Saisine du Conseil constitutionnel en date du 22 décembre 2017 présentée par au moins soixante députés, en application de l'article 61, alinéa 2, de la Constitution, et visée dans la décision n° 2017-759 DC

JurisdictionFrance
Record NumberJORFTEXT000036298670
Date de publication29 décembre 2017
Publication au Gazette officielJORF n°0303 du 29 décembre 2017
Enactment Date22 décembre 2017


LOI DE FINANCES RECTIFICATIVE POUR 2017


Monsieur le Président,
Mesdames et Messieurs les Conseillers,
Les députés soussignés ont l'honneur, en application des dispositions de l'article 61, alinéa 2, de la Constitution, de déférer au Conseil constitutionnel l'ensemble de la loi de finances rectificative pour 2017, telle qu'elle a été adoptée par le Parlement le 21 décembre 2017.
Les députés auteurs de la présente saisine estiment que la loi déférée porte atteinte à plusieurs principes et libertés constitutionnels.
A l'appui de cette saisine, sont développés les griefs suivants.

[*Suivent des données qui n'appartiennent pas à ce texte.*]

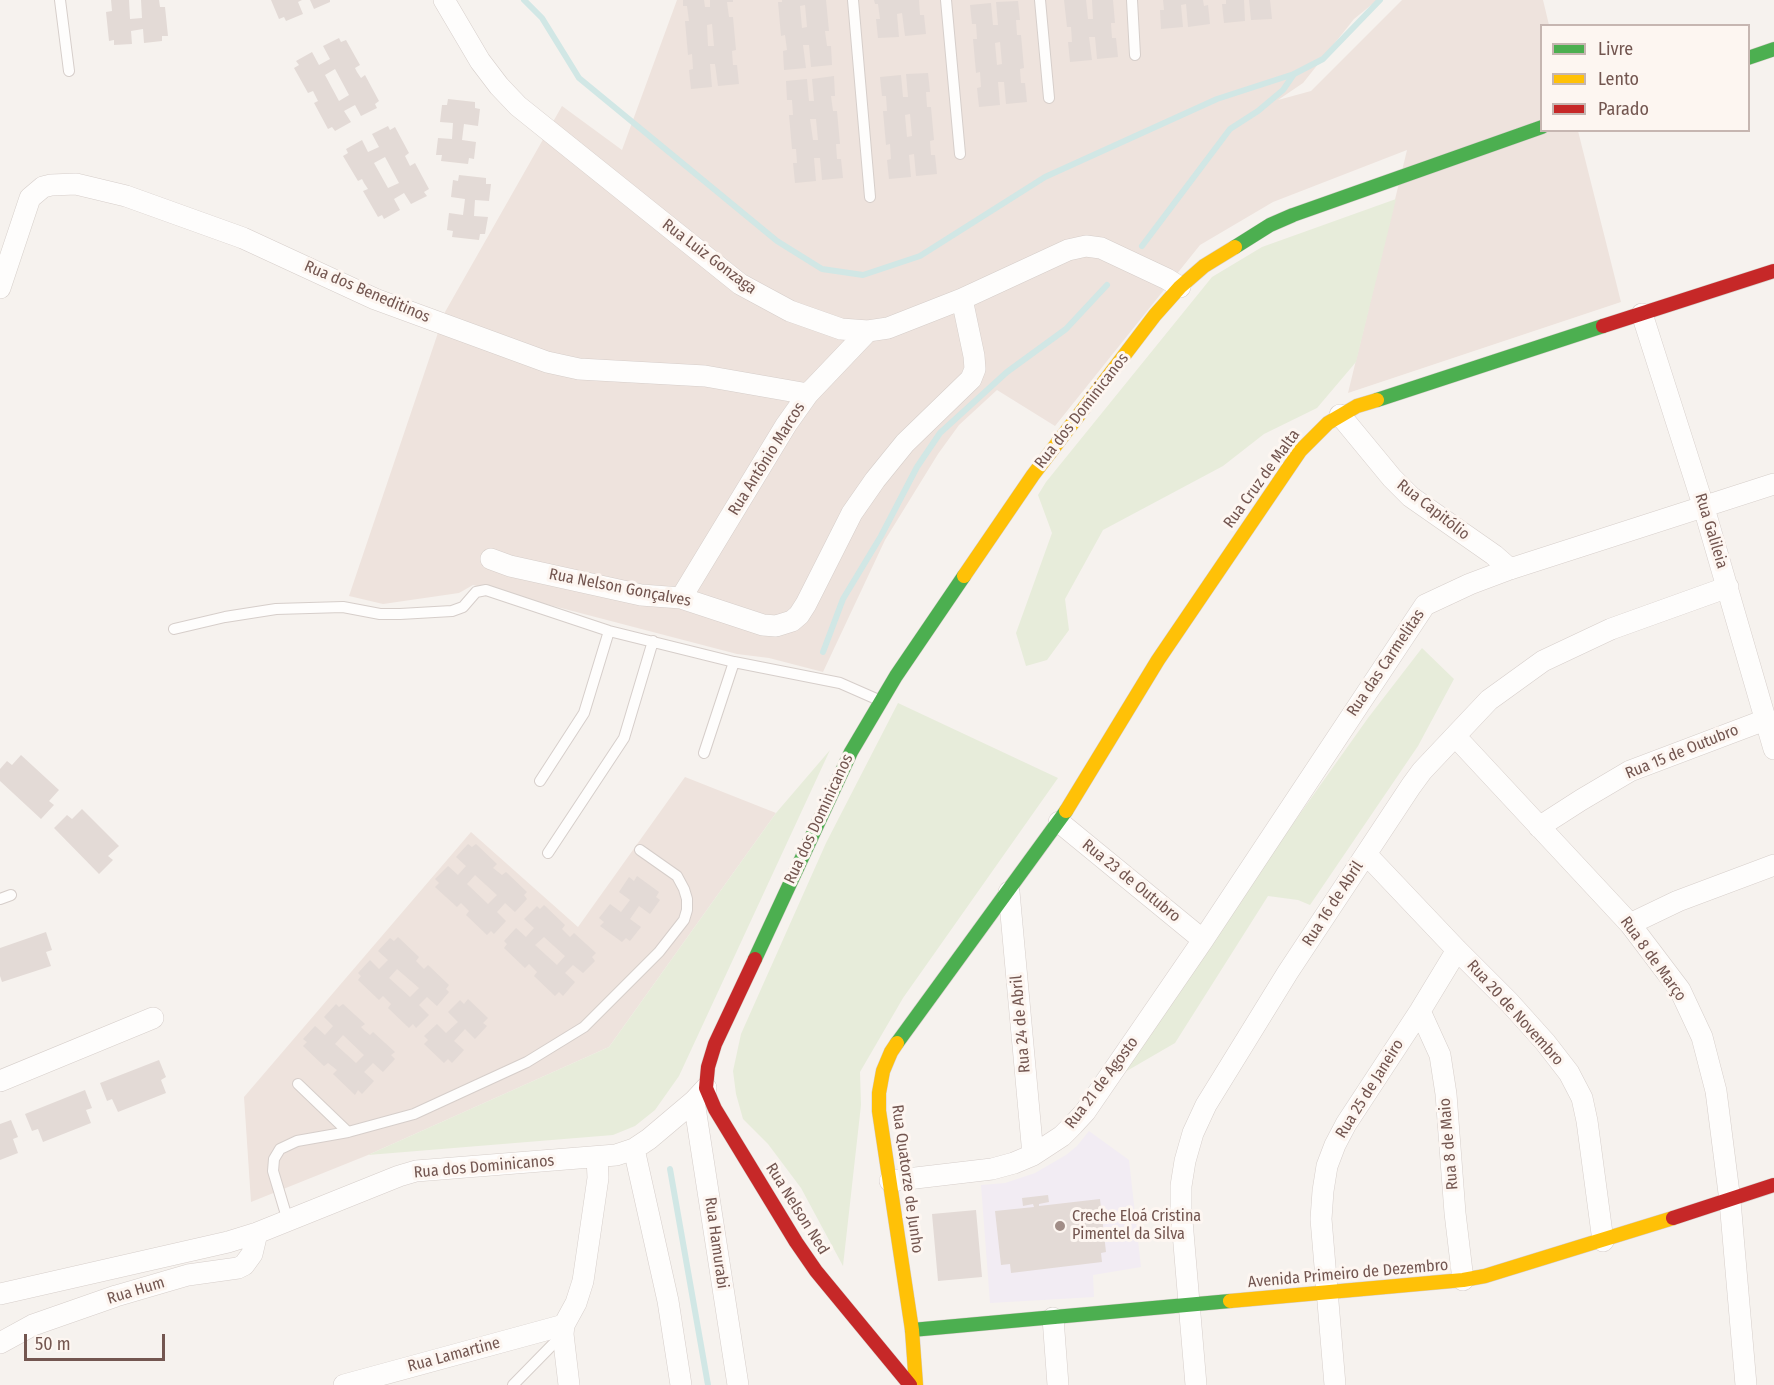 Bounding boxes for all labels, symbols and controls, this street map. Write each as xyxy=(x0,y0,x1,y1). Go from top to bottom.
legend xyxy=(1540,24,1750,132)
text: Livre xyxy=(1598,38,1633,60)
text: Lento xyxy=(1598,68,1639,90)
text: Parado xyxy=(1598,98,1649,120)
street label: Rua Luiz Gonzaga xyxy=(658,215,760,299)
street label: Rua dos Beneditinos xyxy=(301,257,433,327)
street label: Rua dos Dominicanos xyxy=(1031,350,1133,472)
street label: Rua Antônio Marcos xyxy=(724,399,810,519)
street label: Rua Cruz de Malta xyxy=(1220,426,1304,532)
street label: Rua Capitólio xyxy=(1393,476,1473,544)
street label: Rua Galileia xyxy=(1690,491,1732,571)
street label: Rua Nelson Gonçalves xyxy=(547,565,693,611)
street label: Rua das Carmelitas xyxy=(1343,606,1429,720)
street label: Rua 15 de Outubro xyxy=(1623,721,1741,783)
street label: Rua dos Dominicanos xyxy=(781,751,857,887)
street label: Rua 23 de Outubro xyxy=(1078,835,1184,927)
street label: Rua 16 de Abril xyxy=(1298,858,1368,950)
street label: Rua 8 de Março xyxy=(1616,913,1690,1005)
street label: Rua 20 de Novembro xyxy=(1463,956,1567,1070)
street label: Rua 24 de Abril xyxy=(1007,974,1035,1074)
street label: Rua 21 de Agosto xyxy=(1061,1033,1143,1133)
street label: Rua 25 de Janeiro xyxy=(1332,1036,1408,1142)
street label: Rua 8 de Maio xyxy=(1435,1097,1463,1191)
street label: Rua Quatorze de Junho xyxy=(887,1103,927,1255)
street label: Rua dos Dominicanos xyxy=(413,1151,555,1183)
street label: Rua Nelson Ned xyxy=(761,1160,833,1258)
street label: Rua Hamurabi xyxy=(700,1196,732,1290)
place label: Creche Eloá Cristina Pimentel da Silva xyxy=(1072,1207,1201,1245)
marker: Creche Eloá Cristina Pimentel da Silva xyxy=(1053,1219,1067,1233)
street label: Avenida Primeiro de Dezembro xyxy=(1247,1256,1449,1292)
street label: Rua Hum xyxy=(105,1273,167,1309)
scale bar xyxy=(27,1322,168,1360)
text: 50 m xyxy=(35,1333,71,1355)
street label: Rua Lamartine xyxy=(406,1333,502,1377)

Les conditions d'examen de ce texte de loi méconnaissent l'exigence constitutionnelle de clarté et de sincérité des débats parlementaires
Le Gouvernement a déposé 41 amendements lors de l'examen du projet de loi en séance publique, dont 31 créant des articles additionnels sur un texte de loi qui en comptait initialement 36. Le Gouvernement présente donc par amendement un deuxième texte dans le texte et ce, alors que ce collectif budgétaire était pourtant le deuxième projet de loi de finances rectificative discuté en deux semaines.

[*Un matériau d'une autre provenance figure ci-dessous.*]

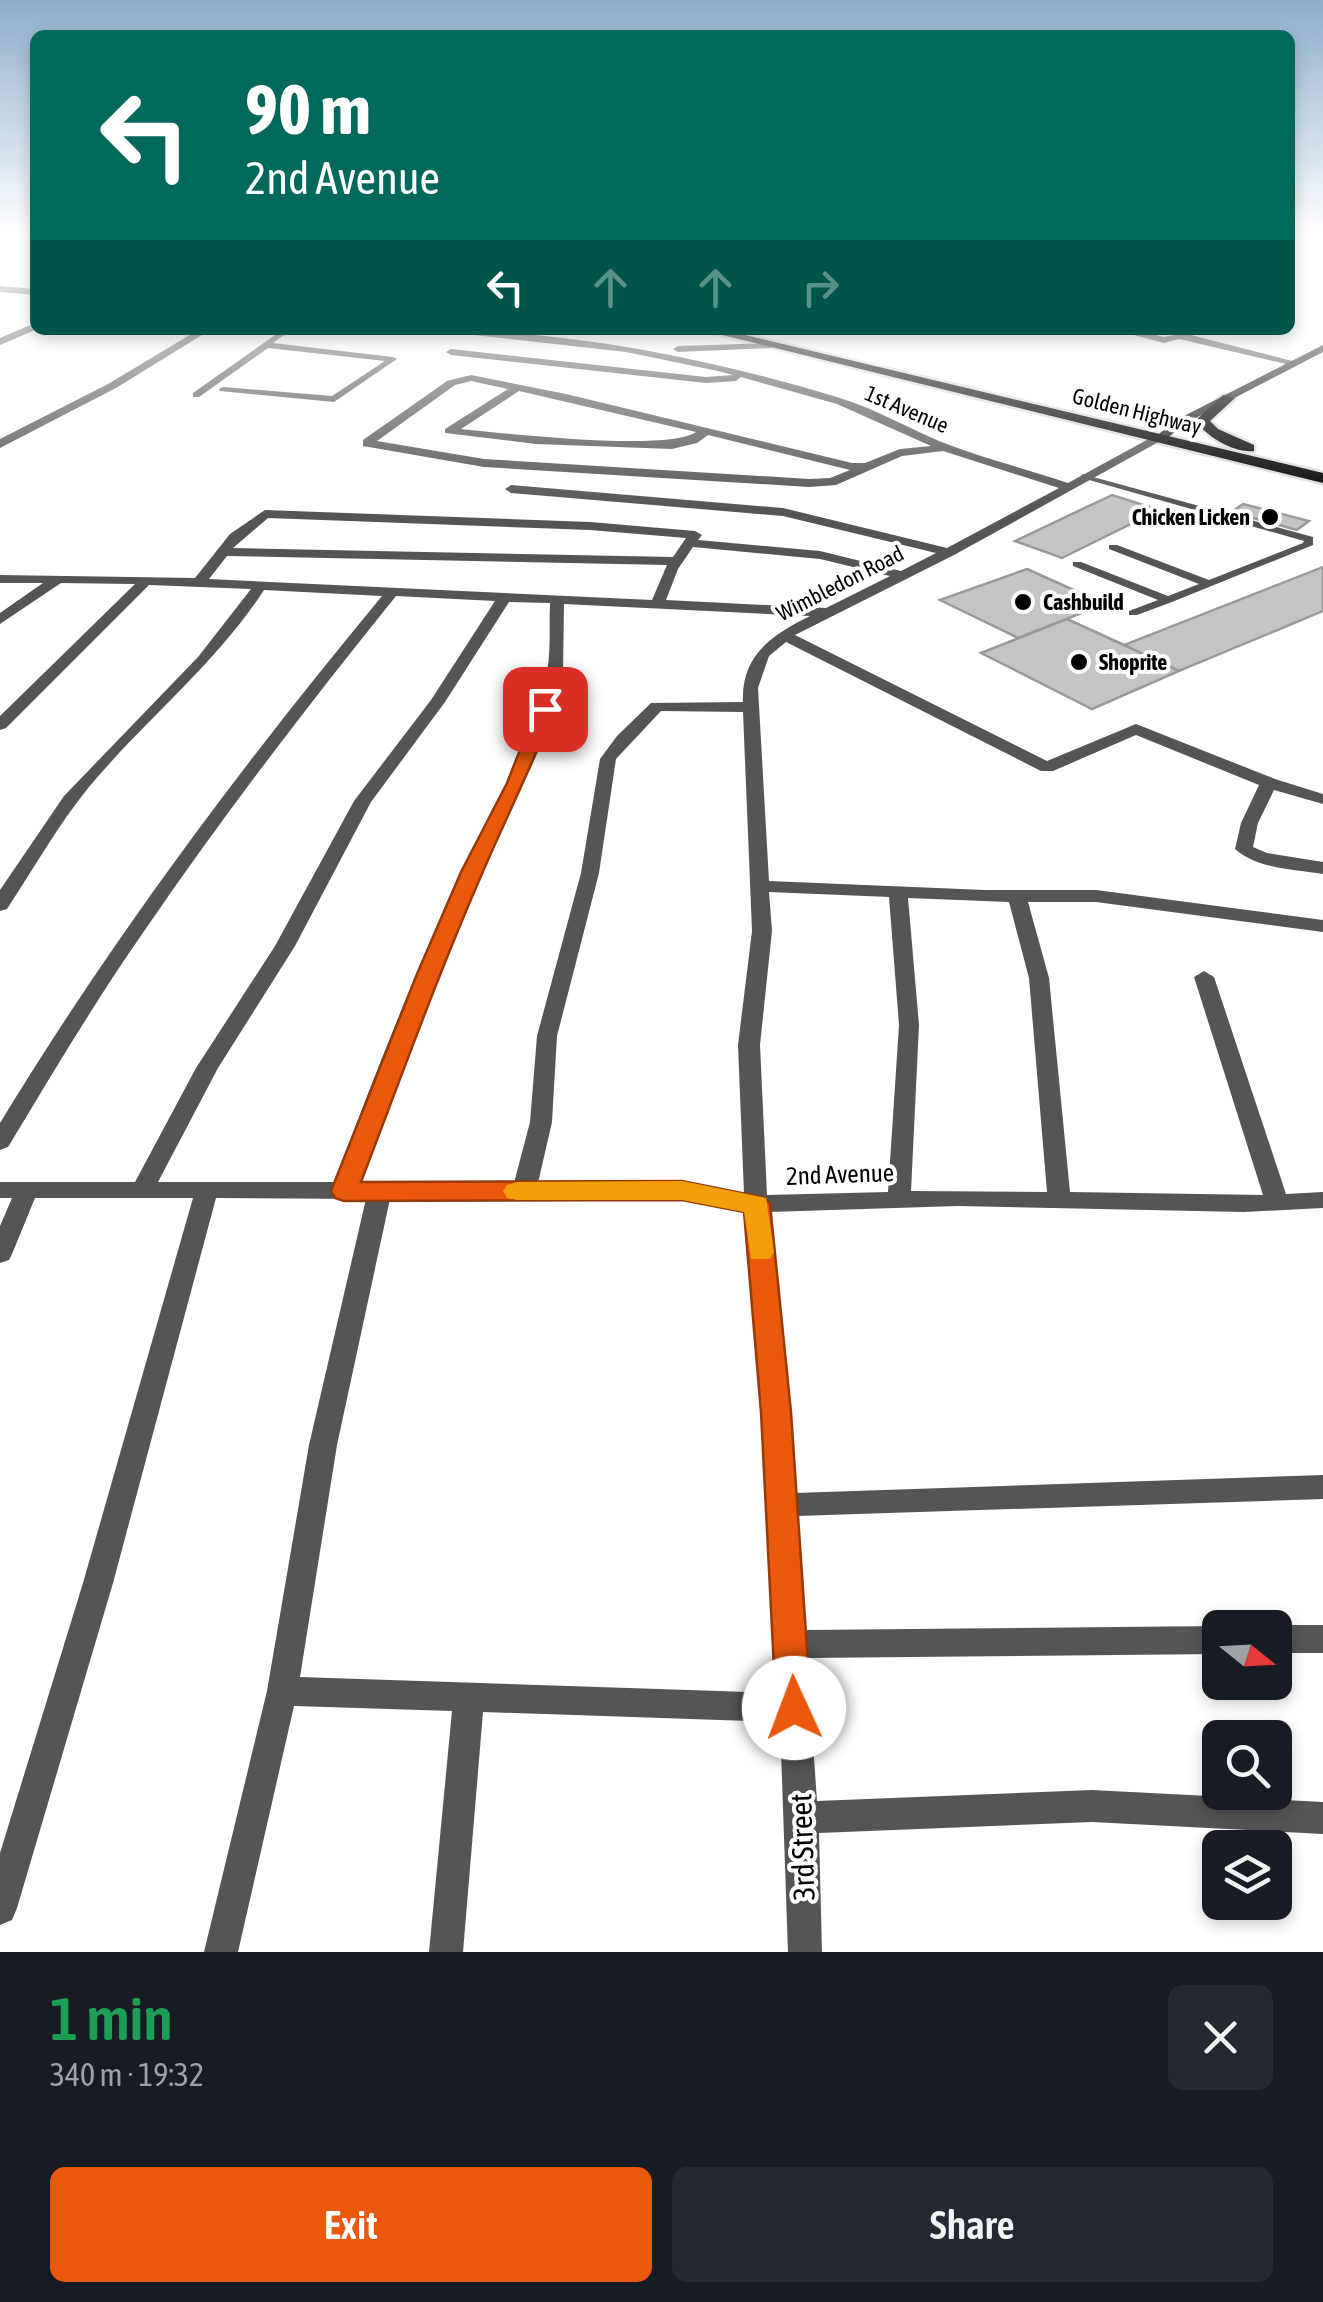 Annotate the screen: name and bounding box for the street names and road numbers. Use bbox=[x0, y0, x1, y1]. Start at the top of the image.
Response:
street label: 1st Avenue bbox=[861, 380, 953, 438]
street label: Golden Highway bbox=[1070, 382, 1204, 440]
street label: Wimbledon Road bbox=[772, 540, 908, 626]
street label: 2nd Avenue bbox=[785, 1158, 895, 1190]
street label: 3rd Street bbox=[783, 1793, 821, 1901]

Par ailleurs, ces nombreux amendements du Gouvernement ont été déposés la veille et le jour même du début de l'examen du projet de loi dans l'hémicycle. Ce sont donc des amendements que les députés ont découvert quelques heures avant leur adoption. Ils n'ont, par conséquent, pas pu être examinés par la commission des finances de 1'Assemblée nationale et les parlementaires n'ont pas eu le temps de s'en saisir pleinement et de les sous-amender, ce qui contrevient à l'exigence indispensable de clarté et de sincérité des débats.
Par ailleurs, ce procédé qui consiste à déposer un nombre conséquent d'amendements au dernier moment conduit à contourner le Conseil d'Etat qui n'a pas pu rendre un avis sur ces modifications législatives. C'est donc une entrave à l'exigence constitutionnelle d'évaluation des articles de lois. Une telle pratique est d'autant plus regrettable que ce même Gouvernement a parfois refusé certains amendements de l'opposition, on pense notamment à la baisse du taux des intérêts moratoires dans la première loi de finances rectificative pour 2017, au motif qu'ils n'avaient pas été évalués par le Conseil d'Etat et qu'il était préférable de proposer cette mesure à travers un article de loi.

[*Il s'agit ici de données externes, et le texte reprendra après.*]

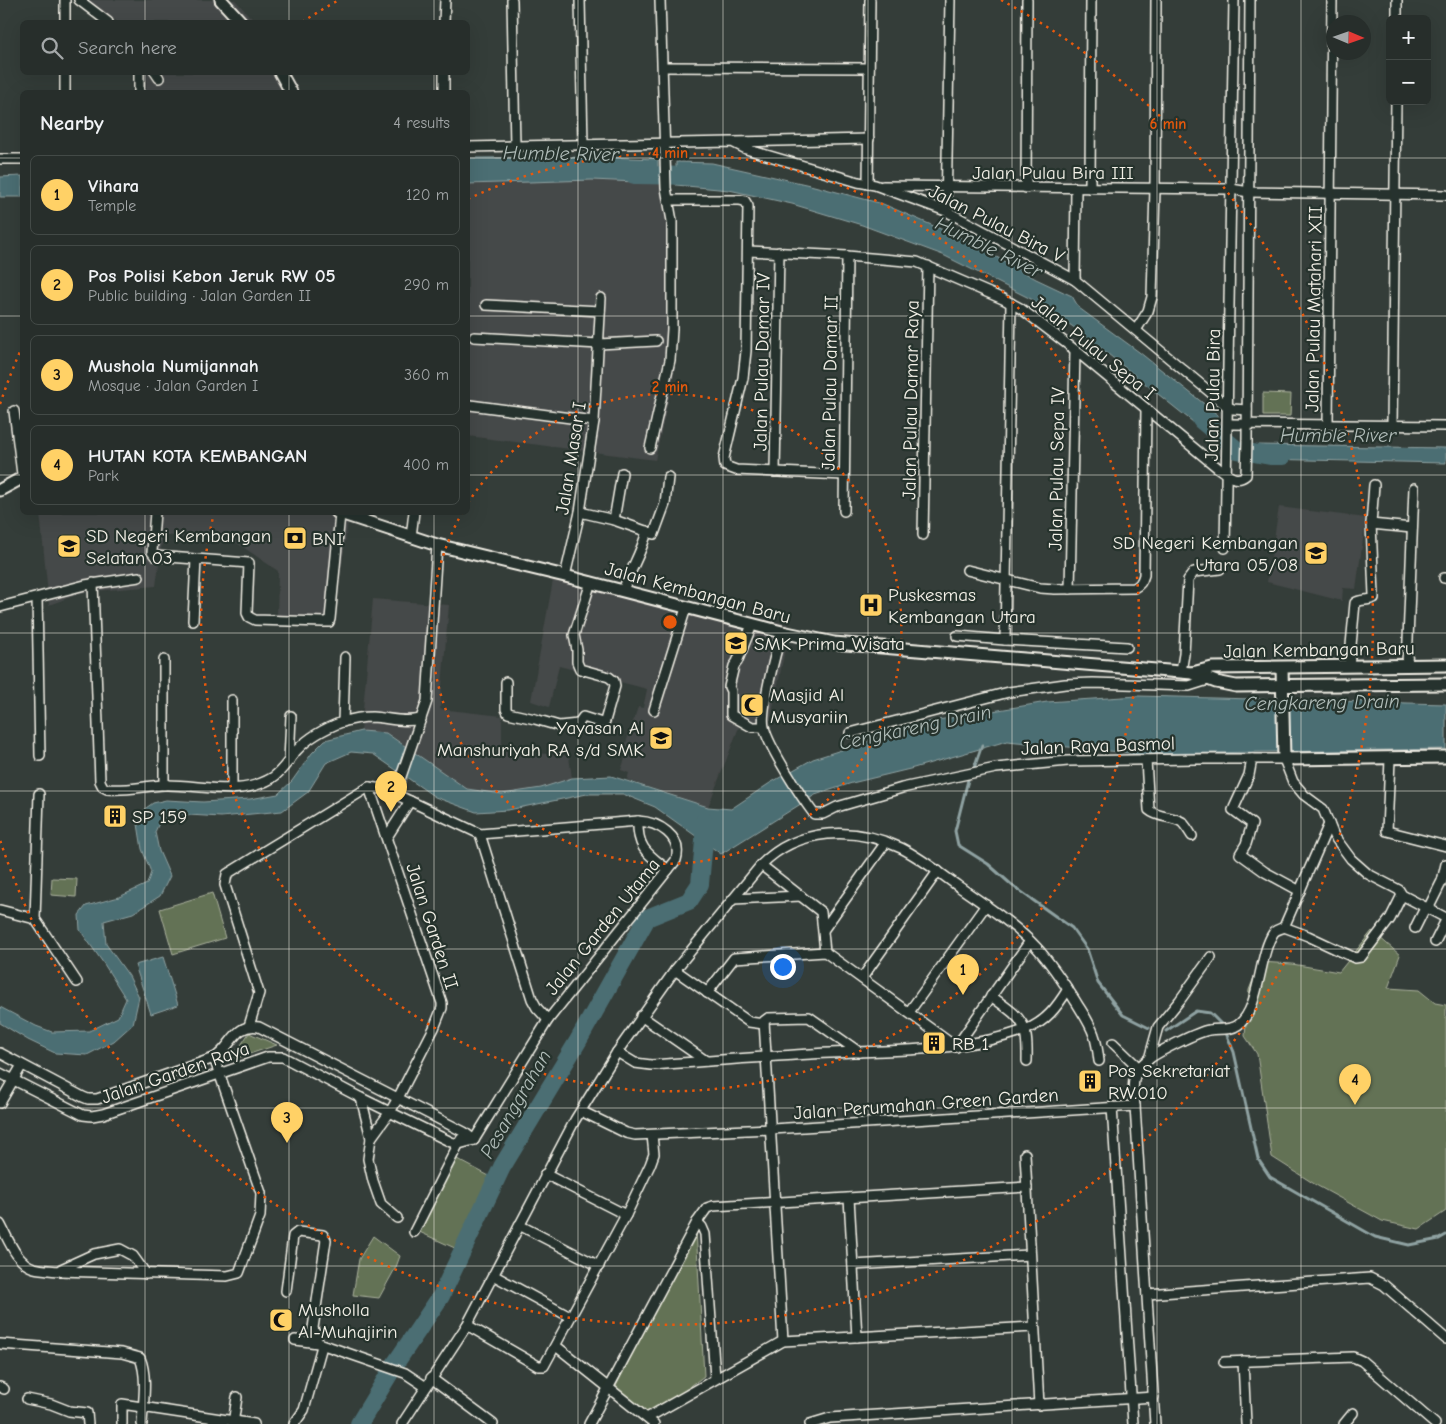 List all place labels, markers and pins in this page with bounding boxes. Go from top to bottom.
place label: SD Negeri Kembangan Selatan 03 [86,525,271,569]
bank icon: BNI [282,525,308,551]
place label: BNI [312,528,344,550]
place label: SD Negeri Kembangan Utara 05/08 [1113,532,1298,576]
school or university icon: SD Negeri Kembangan Selatan 03 [56,533,82,559]
school or university icon: SD Negeri Kembangan Utara 05/08 [1303,540,1329,566]
place label: Puskesmas Kembangan Utara [888,584,1036,628]
hospital icon: Puskesmas Kembangan Utara [858,592,884,618]
centre of rings [661,613,679,631]
school or university icon: SMK Prima Wisata [723,630,749,656]
place label: SMK Prima Wisata [754,633,905,655]
place label: Masjid Al Musyariin [770,684,848,728]
mosque icon: Masjid Al Musyariin [739,692,765,718]
place label: Yayasan Al Manshuriyah RA s/d SMK [437,717,644,761]
school or university icon: Yayasan Al Manshuriyah RA s/d SMK [648,725,674,751]
pin: 2 [375,771,407,812]
building icon: SP 159 [102,803,128,829]
place label: SP 159 [132,806,187,828]
pin: 1 [947,954,979,995]
building icon: RB 1 [921,1030,947,1056]
place label: RB 1 [952,1033,989,1055]
place label: Pos Sekretariat RW.010 [1108,1060,1230,1104]
pin: 4 [1339,1064,1371,1105]
building icon: Pos Sekretariat RW.010 [1077,1068,1103,1094]
pin: 3 [271,1102,303,1143]
place label: Musholla Al-Muhajirin [298,1299,398,1343]
mosque icon: Musholla Al-Muhajirin [268,1307,294,1333]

Enfin, ces amendements qui portaient parfois sur des sujets importants, on pense notamment à l'amendement sur la fiscalité du centre d'enfouissement des déchets nucléaires de Bure (CIGEO), avaient pour certains un coût non négligeable qui n'étaient d'ailleurs par toujours chiffré.
Cette procédure et ces méthodes donnent aux débats un sentiment d'improvisation et d'amateurisme qui dessert les débats parlementaires et nuit gravement à la qualité de la loi. De tels agissements de la part du Gouvernement méconnaissent donc le principe de clarté et de sincérité des débats.
Ces points de procédures ont été soulevés lors de la conférence des Présidents du 12 décembre à 1'Assemblée nationale.
Sur l'inconstitutionnalite de l'article 11
L'article 11 de la loi déférée cherche à consolider la mise en œuvre du prélèvement à la source au 1er janvier 2018. Le prélèvement à la source est instauré par 1'article 60 de la loi de finances pour 2017 (modifié par l'ordonnance n° 2017-1390 du 22 septembre 2017). Il résulte des dispositions du G du I de l'article 60 que le mécanisme du prélèvement à la source entrera en vigueur au 1er janvier 2019.
Or l'article 11 de la loi de finances rectificatives ne répond pas aux risques constitutionnels posés par le prélèvement à la source et 1'article 60 de la loi de finances pour 2017.
I) Sur le principe constitutionnel d'accessibilité et d'intelligibilité de la loi
Cette réforme du mode de recouvrement de l'impôt méconnaît notamment l'objectif de valeur constitutionnelle d'accessibilité et d'intelligibilité de la loi découlant des articles 4, 5, 6 et 16 de la Déclaration des droits de l'homme et du citoyen de 1789, qui impose au législateur « d'adopter des dispositions suffisamment précises et des formules non équivoques afin de prémunir les sujets de droit contre une interprétation contraire à la Constitution ou contre le risque d'arbitraire ». Cette méconnaissance de l'objectif d'intelligibilité de la loi risque de générer l'incompréhension des contribuables dans l'hypothèse d'une application très stricte des règles de sanctions en cas de mauvaise application de la réforme et qui sont insuffisamment assouplis par l'article 11 de la loi de finances rectificative.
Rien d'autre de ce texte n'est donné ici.